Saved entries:

"""

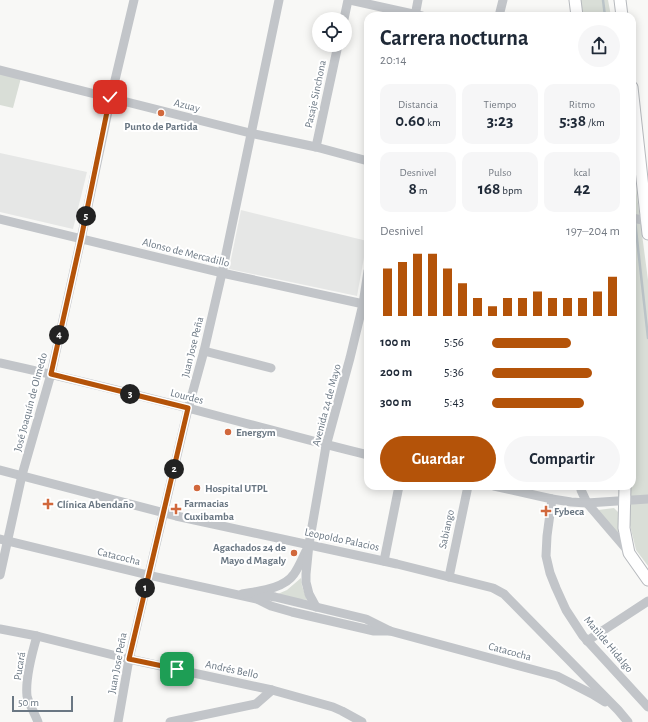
<!DOCTYPE html>
<html lang="es">
<head>
<meta charset="utf-8">
<style>
	:root { --surface:#fff; --page:#f6f6f7; --text:#1f2937; --muted:#747a83; --accent:#b45309 }
	body { margin:0; font-family:"Alegreya Sans",sans-serif; background:var(--page); color:var(--text); height:100vh; display:flex; flex-direction:column; font-size:15px; white-space:nowrap }
	* { box-sizing:border-box; margin:0 }
	p { font-size:13px; color:var(--muted) }
	.icon { flex:none; width:22px; height:22px; fill:none; stroke:currentColor; stroke-width:2; stroke-linecap:round; stroke-linejoin:round }
	.map { position:relative; flex:1; overflow:hidden }
	.panel { position:absolute; left:364px; top:12px; width:272px; height:478px; display:flex; flex-direction:column; background:var(--surface); border-radius:12px; box-shadow:0 2px 10px #0003 }
	.panel>* { flex:none }
	.buttons { position:absolute; left:312px; top:12px; display:grid; gap:8px }
	.buttons a { display:grid; place-items:center; width:40px; height:40px; border-radius:50%; background:var(--surface); box-shadow:0 2px 10px #0003; font-size:20px }
	.scale { position:absolute; left:12px; bottom:10px; width:61px; box-sizing:border-box; padding-left:4px; border:2px solid #6a7783; border-top:0; font-size:11px; line-height:14px; white-space:nowrap; color:#6a7783; -webkit-text-stroke:3px #fff; paint-order:stroke }
	.pin { position:absolute; display:grid; place-items:center; width:34px; height:34px; color:#fff; margin:-17px; border-radius:8px; box-shadow:0 2px 6px #0006 }
	.km { position:absolute; width:20px; height:20px; margin:-10px; border-radius:50%; background:#222; color:#fff; font-size:11px; line-height:20px; text-align:center }
	.round { display:grid; place-items:center; flex:none; width:42px; height:42px; border-radius:21px; background:var(--page) }
	.headline { display:flex; align-items:center; justify-content:space-between; height:68px; padding:0 16px }
	h1 { font-size:22px; font-weight:600; line-height:30px }
	.figures { display:grid; grid-template-columns:repeat(3,1fr); gap:6px; height:68px; padding:4px 16px }
	.figures div { display:grid; align-content:center; border-radius:10px; background:var(--page); text-align:center }
	.figures b { font-size:17px; font-weight:600 }
	.figures small { font-size:11px; font-weight:400 }
	.figures p { font-size:11px }
	.chart { height:112px; padding:8px 16px }
	.chart p { display:flex; justify-content:space-between }
	.chart svg { width:100%; height:72px; margin-top:4px; stroke:var(--accent); stroke-width:6 }
	.primary-button { display:flex; gap:8px; margin-top:auto; padding:8px 16px }
	.primary-button a { flex:1; height:46px; border-radius:24px; background:var(--accent); color:#fff; font-size:16px; font-weight:600; line-height:46px; text-align:center }
	.primary-button a+a { background:var(--page); color:var(--text) }
	ul { padding:0 16px; list-style:none; font-size:13px }
	li { display:grid; grid-template-columns:64px 48px 1fr; align-items:center; height:30px }
	li i { height:10px; border-radius:5px; background:var(--accent) }
	.map>svg:first-child { display:block }
</style>
</head>
<body>
<div class="map">
<svg width="648" height="722" viewBox="0 0 648 722">
	<rect width="100%" height="100%" fill="#f8f8f6"/>
	<g fill="#e6e7e6">
		<polygon points="0,153 87,172 73,229 0,212"/>
		<polygon points="241,210 367,241 357,296 229,269"/>
	</g>
	<g fill="#d9ded7">
		<polygon points="580,0 608,0 611,16 583,16"/>
		<polygon points="0,72 21,78 13,108 0,105"/>
		<path d="M 632,158 L 648,280 L 648,566 L 636,550 L 629,521 L 631,486 L 632,486 C 632,439 639,392 632,346 Z"/>
		<polygon points="590,486 618,486 617,490 595,490 590,488"/>
		<polygon points="614,508 618,512 618,532 615,533 598,510"/>
		<polygon points="301,578 302,586 307,600 273,596 287,590"/>
	</g>
	<g fill="none" stroke-linecap="round" stroke-linejoin="round">
		<g stroke="#bbc4c8" stroke-width="2.5">
			<polyline points="603,0 605,16"/>
			<polyline points="632,191 635,216"/>
			<polyline points="635,221 648,338"/>
		</g>
		<defs>
			<g id="major">
				<polyline points="575,0 577,16"/>
				<polyline points="620,0 622,16"/>
				<polyline points="632,87 648,234"/>
				<polyline points="625,486 624,528 629,553 648,580"/>
			</g>
		</defs>
		<use href="#major" stroke="#b6b9bd" stroke-width="13"/>
		<g stroke="#c2c5c9" stroke-width="9">
			<polyline points="350,0 422,16"/>
			<polyline points="415,16 418,0"/>
			<polyline points="499,16 503,0"/>
			<polyline points="344,19 348,0"/>
			<polyline points="0,70 250,133 316,147 368,161"/>
			<polyline points="316,147 338,45"/>
			<polyline points="632,218 648,221"/>
			<polyline points="0,219 222,273 368,305"/>
			<polyline points="204,351 271,368"/>
			<path d="M 0,363 C 73,379 146,397 218,416 C 268,429 318,443 368,455"/>
			<polyline points="0,470 176,516 397,564 493,588 504,594 618,710 628,722"/>
			<polyline points="494,486 552,499 571,502 587,503 648,499"/>
			<polyline points="582,486 581,490 587,503 629,552"/>
			<polyline points="552,499 547,536 546,556 550,573 556,588 566,610 583,636 648,707"/>
			<polyline points="0,539 148,575 257,599 271,606 292,612 374,631 390,631"/>
			<polyline points="384,561 399,486"/>
			<polyline points="0,575 22,475 51,374 81,239 111,97 134,0"/>
			<polyline points="449,577 468,486"/>
			<path d="M 242,594 C 258,591 284,589 294,574 C 299,567 302,559 306,551"/>
			<polyline points="257,599 270,596 275,597 366,619 390,631 557,676 592,694 605,702"/>
			<polyline points="316,607 309,594 306,582 306,574 309,544 326,446 350,358 363,304 368,271"/>
			<polyline points="0,629 37,636 129,659 272,690 333,707 342,711 362,722"/>
			<path d="M 37,636 C 32,653 25,678 27,696 C 29,704 35,714 38,722"/>
			<polyline points="587,641 648,601"/>
			<polyline points="118,722 129,659 188,409 204,351 222,273 279,0"/>
			<polyline points="170,722 256,704 272,690"/>
		</g>
		<use href="#major" stroke="#fff" stroke-width="11"/>
	</g>
	<g fill="none" stroke-linecap="round" stroke-linejoin="round">
		<defs>
			<polyline id="route" points="110,97 81,239 51,374 188,408 129,659 177,669"/>
		</defs>
		<use href="#route" stroke="#fff" stroke-width="8"/>
		<use href="#route" stroke="#b45309" stroke-width="5"/>
	</g>
	<g fill="#d1683c" stroke="#fff" stroke-width="1.5">
		<circle cx="161" cy="113" r="4"/>
		<circle cx="228" cy="432" r="4"/>
		<circle cx="197" cy="488" r="4"/>
		<path d="M46 498h4v4h4v4h-4v4h-4v-4h-4v-4h4z"/>
		<path d="M174 503h4v4h4v4h-4v4h-4v-4h-4v-4h4z"/>
		<path d="M544 505h4v4h4v4h-4v4h-4v-4h-4v-4h4z"/>
		<circle cx="294" cy="553" r="4"/>
	</g>
	<g text-anchor="middle" stroke-width="4" stroke-linejoin="round" paint-order="stroke">
		<g font-size="11" fill="#6a7783" stroke="#fff">
			<text transform="translate(315 94) rotate(-78)" y="4">Pasaje Sinchona</text>
			<text transform="translate(187 105) rotate(14)" y="4">Azuay</text>
			<text transform="translate(186 252) rotate(14)" y="4">Alonso de Mercadillo</text>
			<text transform="translate(192 347) rotate(-76)" y="4">Juan Jose Peña</text>
			<text transform="translate(187 396) rotate(14)" y="4">Lourdes</text>
			<text transform="translate(30 402) rotate(-75)" y="4">José Joaquín de Olmedo</text>
			<text transform="translate(326 405) rotate(-75)" y="4">Avenida 24 de Mayo</text>
			<text transform="translate(446 529) rotate(-78)" y="4">Sabiango</text>
			<text transform="translate(342 539) rotate(12)" y="4">Leopoldo Palacios</text>
			<text transform="translate(119 556) rotate(14)" y="4">Catacocha</text>
			<text transform="translate(609 644) rotate(50)" y="4">Matilde Hidalgo</text>
			<text transform="translate(510 651) rotate(15)" y="4">Catacocha</text>
			<text transform="translate(117 663) rotate(-79)" y="4">Juan Jose Peña</text>
			<text transform="translate(19 666) rotate(-81)" y="4">Pucará</text>
			<text transform="translate(232 669) rotate(12)" y="4">Andrés Bello</text>
		</g>
		<g font-size="11" font-weight="bold" fill="#6a7783" stroke="#fff" text-anchor="start">
			<text x="161" y="130" text-anchor="middle">Punto de Partida</text>
			<text x="236" y="436">Energym</text>
			<text x="205" y="492">Hospital UTPL</text>
			<text x="184" y="507">Farmacias<tspan x="184" dy="13">Cuxibamba</tspan></text>
			<text x="57" y="508">Clínica Abendaño</text>
			<text x="554" y="515">Fybeca</text>
			<text x="286" y="551" text-anchor="end">Agachados 24 de<tspan x="286" dy="13">Mayo d Magaly</tspan></text>
		</g>
	</g>
</svg>
<div class="buttons">
<a><svg class="icon" aria-label="locate" viewBox="0 0 24 24"><circle cx="12" cy="12" r="6"/><path d="M12 2v4M12 18v4M2 12h4M18 12h4"/></svg></a>
</div>
<div class="scale">50 m</div>
<div class="pin" style="left:177px;top:669px;background:#1e9e55"><svg class="icon" aria-label="arrive" viewBox="0 0 24 24"><path d="M6 21V4h12l-3 4 3 4H6"/></svg></div>
<div class="pin" style="left:110px;top:97px;background:#d93025"><svg class="icon" aria-label="check" viewBox="0 0 24 24"><path d="M5 12l5 5 9-10"/></svg></div>
<b class="km" style="left:145px;top:588px">1</b>
<b class="km" style="left:174px;top:469px">2</b>
<b class="km" style="left:130px;top:394px">3</b>
<b class="km" style="left:59px;top:335px">4</b>
<b class="km" style="left:86px;top:216px">5</b>
<section class="panel">
<div class="headline"><div><h1>Carrera nocturna</h1><p>20:14</p></div><a class="round"><svg class="icon" aria-label="share" viewBox="0 0 24 24"><path d="M12 15V3M7 8l5-5 5 5M5 13v7h14v-7"/></svg></a></div>
<div class="figures">
<div><p>Distancia</p><b>0.60<small> km</small></b></div>
<div><p>Tiempo</p><b>3:23</b></div>
<div><p>Ritmo</p><b>5:38<small> /km</small></b></div>
</div>
<div class="figures">
<div><p>Desnivel</p><b>8<small> m</small></b></div>
<div><p>Pulso</p><b>168<small> bpm</small></b></div>
<div><p>kcal</p><b>42</b></div>
</div>
<div class="chart"><p><span>Desnivel</span>197–204 m</p>
<svg viewBox="0 0 160 44" preserveAspectRatio="none"><path d="M5 44V15M15 44V11M25 44V6M35 44V6M45 44V15M55 44V24M65 44V33M75 44V38M85 44V33M95 44V33M105 44V29M115 44V33M125 44V33M135 44V33M145 44V29M155 44V20"/></svg>
</div>
<ul>
<li><b>100 m</b>5:56<i style="width:62%"></i></li>
<li><b>200 m</b>5:36<i style="width:78%"></i></li>
<li><b>300 m</b>5:43<i style="width:72%"></i></li>
</ul>
<div class="primary-button"><a>Guardar</a><a>Compartir</a></div>
</section>
</div>
</body>
</html>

"""

» **Description of the task**: Please output exactly the lines between the one holding "position:absolute; left:364px; top:12px;" and the one holding "position:absolute; left:12px; bottom:10px;" in the records above, inclusive, and nothing more.

» **Problem solution**:
	.panel { position:absolute; left:364px; top:12px; width:272px; height:478px; display:flex; flex-direction:column; background:var(--surface); border-radius:12px; box-shadow:0 2px 10px #0003 }
	.panel>* { flex:none }
	.buttons { position:absolute; left:312px; top:12px; display:grid; gap:8px }
	.buttons a { display:grid; place-items:center; width:40px; height:40px; border-radius:50%; background:var(--surface); box-shadow:0 2px 10px #0003; font-size:20px }
	.scale { position:absolute; left:12px; bottom:10px; width:61px; box-sizing:border-box; padding-left:4px; border:2px solid #6a7783; border-top:0; font-size:11px; line-height:14px; white-space:nowrap; color:#6a7783; -webkit-text-stroke:3px #fff; paint-order:stroke }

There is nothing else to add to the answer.